Although the 3PL market was hit extremely hard, companies will continue to evaluate domestic and global 3PLs to manage their network. From our experience, companies now have a renewed focus on their core competencies and are and subsequently evaluating ways to clean up both their P&L and balance sheets by offloading asset-based services to third parties.

4. Global Talent
There is a serious shortage of supply chain professionals that have global knowledge. As a result, it is extremely difficult for many companies to outsource to low cost countries when their talent pool lacks the skills, experience and knowledge necessary to conduct business outside the U.S. Unfortunately, most Americans have not traveled outside the U.S., let alone worked in a foreign country. Not to mention, many Americans are not bi-lingual compared to EMEA and APAC resources, which does create a barrier when conducting business. And while most business around the world is conducted in English, we Americans lack an understanding of the cultural and societal differences within these countries and the subtle differences in the meaning of language. The mindset “what is good in the U.S. must be good for you” is quite common. U.S. Universities must create and develop international programs that require students to live abroad and learn to fluently speak another language (even two or three). One of my biggest personal regrets is that I don’t speak Chinese and German. Germany is the largest country in Europe (85M) and I don’t need to tell you how big China is. China has now surpassed Germany as the largest exporter.

5. The Generation Gap
The generational gap in today’s workforce is getting wider and companies that recognize the gap can capitalize on what motivates each generation. Baby Boomers, born between 1944-1964, hold most leadership positions within companies today. Their attributes often include a competitive attitude and an unrelenting work ethic. Generation Xers, born between 1965-1981, are the newest leaders to rise within the ranks of organizations and are often recognized by a no-nonsense approach to business and a comfortable attitude toward change. Millennials, born between 1982-2003, are the newest members of the workplace and are often recognized by their technical prowess and exceptional team spirit. This cross-generational workforce bring enormous opportunity for every company ready and willing to take advantage.

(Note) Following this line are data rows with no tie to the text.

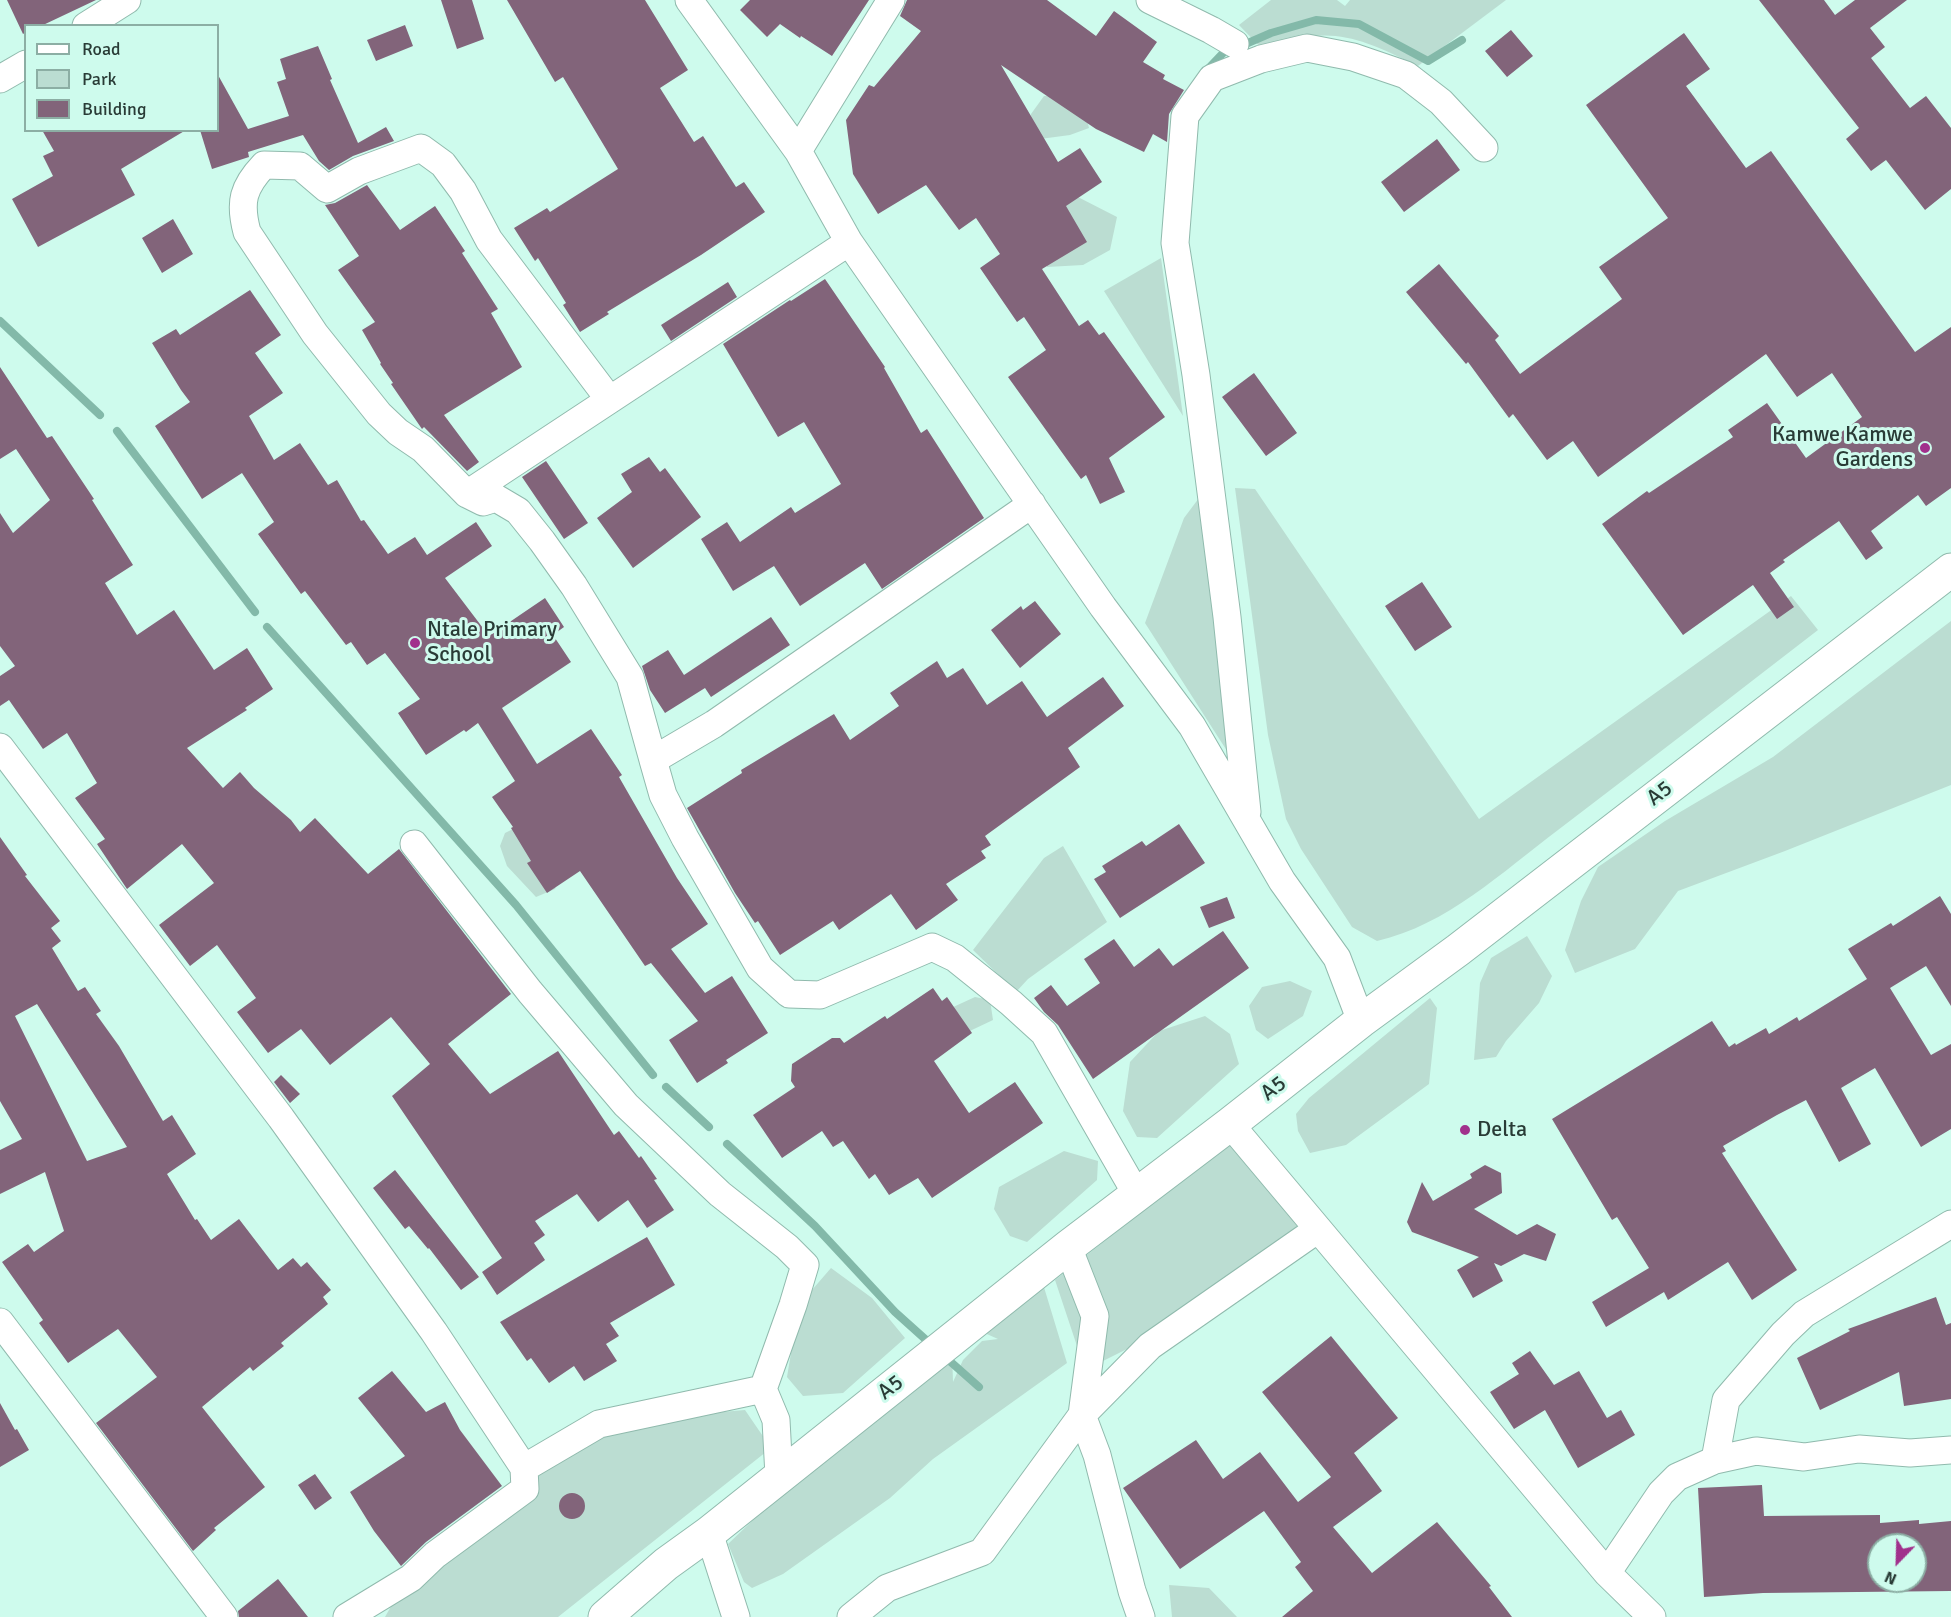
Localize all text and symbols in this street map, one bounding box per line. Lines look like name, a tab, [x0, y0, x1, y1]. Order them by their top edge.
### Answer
legend	[24, 24, 219, 132]
text: Road	[82, 38, 121, 60]
text: Park	[82, 68, 117, 90]
text: Building	[82, 98, 146, 120]
place label: Kamwe Kamwe Gardens	[1772, 422, 1913, 474]
marker: Kamwe Kamwe Gardens	[1918, 441, 1932, 455]
place label: Ntale Primary School	[427, 617, 557, 668]
marker: Ntale Primary School	[408, 636, 422, 650]
street label: A5	[1642, 776, 1678, 812]
street label: A5	[1256, 1071, 1292, 1107]
place label: Delta	[1477, 1117, 1527, 1143]
marker: Delta	[1458, 1123, 1472, 1137]
street label: A5	[873, 1370, 909, 1406]
north arrow	[1867, 1533, 1927, 1593]
text: N	[1882, 1566, 1900, 1589]

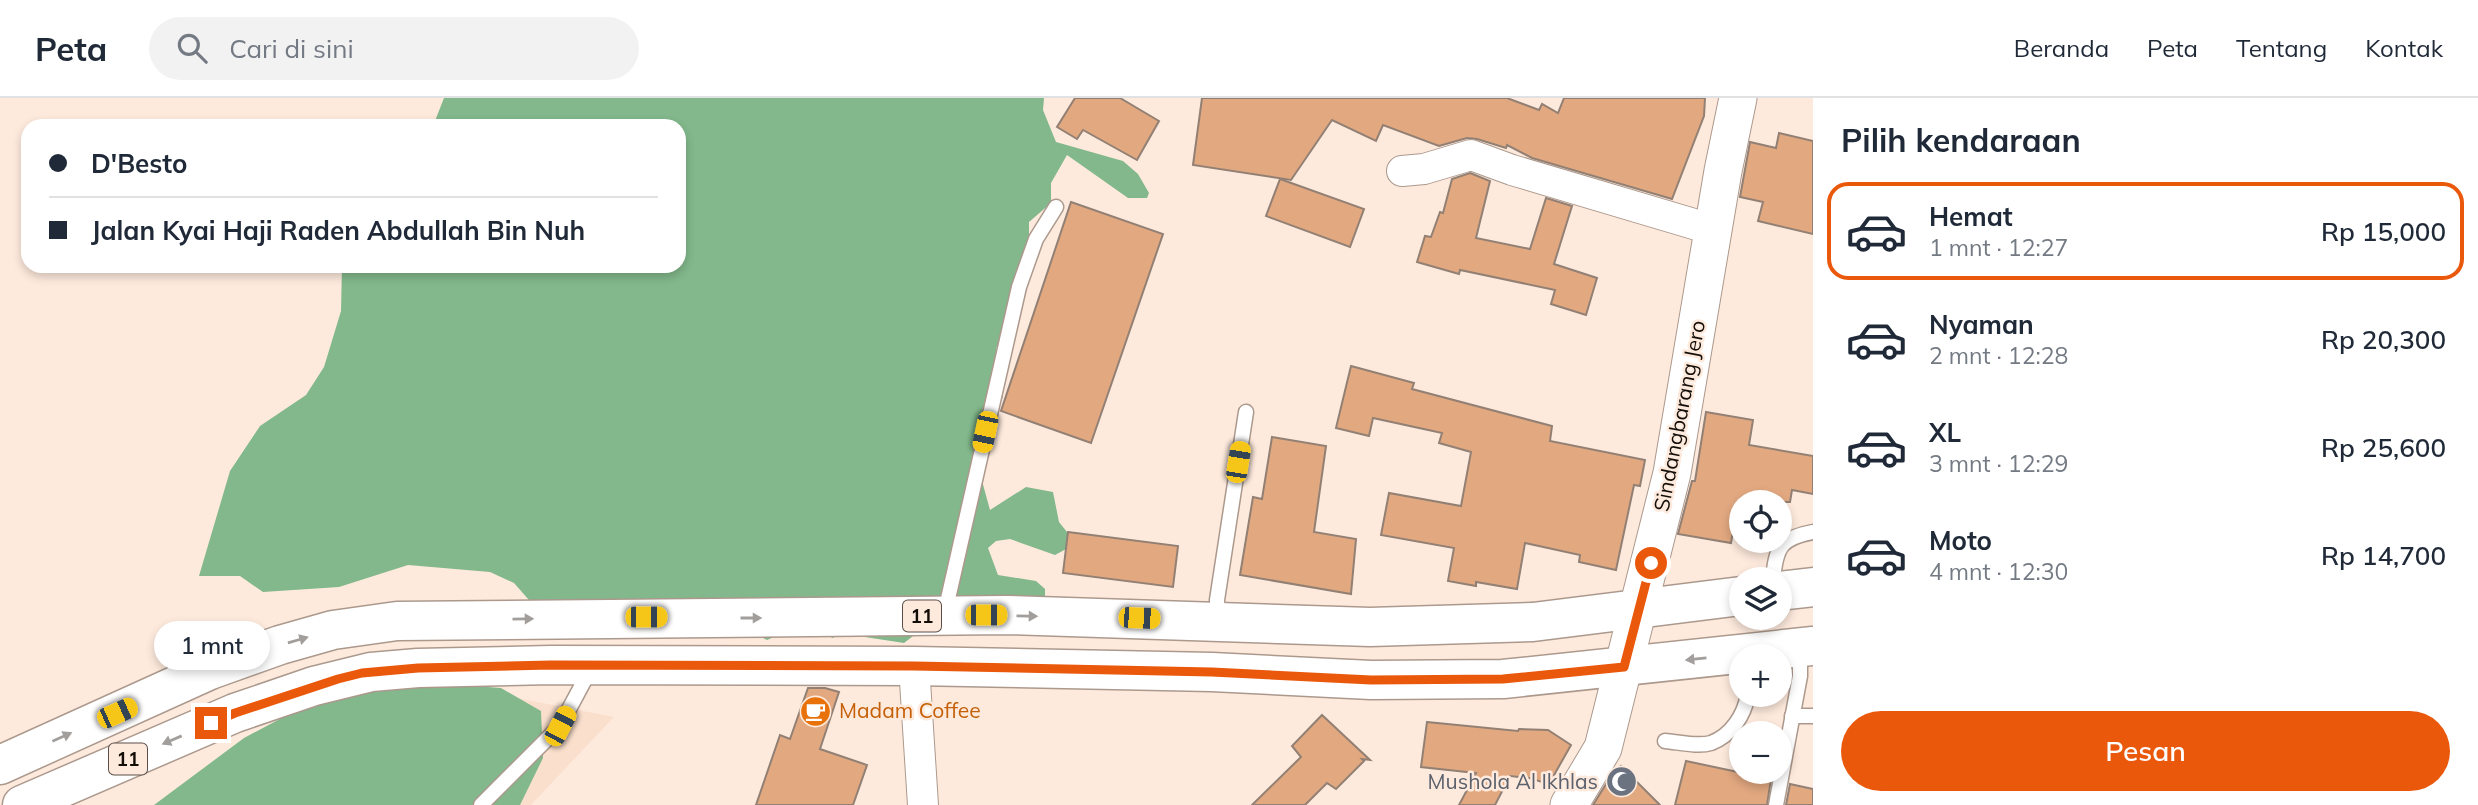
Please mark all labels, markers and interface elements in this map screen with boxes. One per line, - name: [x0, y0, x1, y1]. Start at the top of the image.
- search box: [149, 17, 639, 80]
- text: Peta: [35, 28, 107, 69]
- icon: search: [173, 29, 211, 67]
- text: Cari di sini: [229, 32, 354, 65]
- text: Beranda: [2014, 33, 2109, 63]
- text: Peta: [2147, 33, 2198, 63]
- text: Tentang: [2236, 33, 2327, 63]
- text: Kontak: [2365, 33, 2443, 63]
- text: Pilih kendaraan: [1841, 120, 2081, 160]
- text: D'Besto: [91, 147, 187, 180]
- icon: car: [1845, 200, 1908, 263]
- text: Hemat: [1929, 200, 2013, 233]
- text: Jalan Kyai Haji Raden Abdullah Bin Nuh: [91, 214, 585, 247]
- text: Rp 15,000: [2321, 215, 2446, 248]
- text: 1 mnt · 12:27: [1929, 233, 2068, 262]
- icon: car: [1845, 308, 1908, 371]
- text: Nyaman: [1929, 308, 2034, 341]
- street label: Sindangbarang Jero: [1648, 318, 1710, 514]
- text: Rp 20,300: [2321, 323, 2446, 356]
- text: 2 mnt · 12:28: [1929, 341, 2068, 370]
- car: [971, 409, 1000, 455]
- icon: car: [1845, 416, 1908, 479]
- text: XL: [1929, 416, 1961, 449]
- text: Rp 25,600: [2321, 431, 2446, 464]
- car: [1225, 440, 1252, 484]
- text: 3 mnt · 12:29: [1929, 449, 2068, 478]
- map controls: [1729, 490, 1792, 784]
- button: locate: [1729, 490, 1792, 553]
- icon: car: [1845, 524, 1908, 587]
- text: Moto: [1929, 524, 1992, 557]
- text: Rp 14,700: [2321, 539, 2446, 572]
- route start: [1635, 547, 1667, 579]
- text: 4 mnt · 12:30: [1929, 557, 2068, 586]
- button: layers: [1729, 567, 1792, 630]
- road number: 11: [903, 601, 941, 632]
- car: [966, 605, 1008, 626]
- car: [626, 607, 668, 628]
- car: [1118, 607, 1161, 629]
- one-way arrow: [1017, 610, 1039, 621]
- one-way arrow: [740, 612, 762, 624]
- one-way arrow: [513, 613, 535, 625]
- callout: 1 mnt: [153, 622, 269, 670]
- text: 1 mnt: [181, 631, 243, 660]
- one-way arrow: [288, 635, 309, 645]
- button: +: [1729, 644, 1792, 707]
- one-way arrow: [1685, 654, 1707, 665]
- cafe icon: Madam Coffee: [799, 694, 833, 728]
- car: [94, 695, 141, 731]
- place label: Madam Coffee: [839, 697, 981, 723]
- car: [541, 703, 580, 749]
- route end: [195, 707, 227, 739]
- button: Pesan: [1841, 711, 2450, 791]
- button: −: [1729, 721, 1792, 784]
- one-way arrow: [52, 731, 72, 743]
- one-way arrow: [162, 734, 182, 746]
- road number: 11: [109, 744, 147, 774]
- mosque icon: Mushola Al Ikhlas: [1604, 765, 1638, 799]
- place label: Mushola Al Ikhlas: [1428, 768, 1598, 794]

With healthier lifestyles and longer life expectancies, employees will continue to be actively engaged in the workforce longer. With multiple generations actively engaged in the workforce, the generational divide is not just a passing fad. Specific generations and their general attributes will change over time of course, as older generations retire and newer generations enter the labor force, but the differences between them will only continue.

6. Strong Survive & Weak Die
2009 was a dismal year for Supply Chain Projects. Our economic meltdown between late 2008 through 2009 has impacted the vast array of services, equipment, consultants and software providers. Companies, and specifically retailers, reduced capital expenditures or cut off spending on Supply Chain projects. I believe we are going to see additional fall out (companies going out of business) or significant consolidation in the space. Fourth Quarter software sales were up. Numerous MHE vendors and 3rd party integrators revenues have been reduced by as much as 50%.

In 2010 we are seeing a renewed focus on supply chain strategy and investments. Projects that were on hold have been given the green light. Companies that were heads down trying to survive are looking out longer term. It’s not the big that eat the small; it’s the fast that eat the slow. Supply chain is a key area of competitive advantage and cost savings – and now is the time to take a closer look at strengthening positioning and transitioning from a mode of surviving to thriving.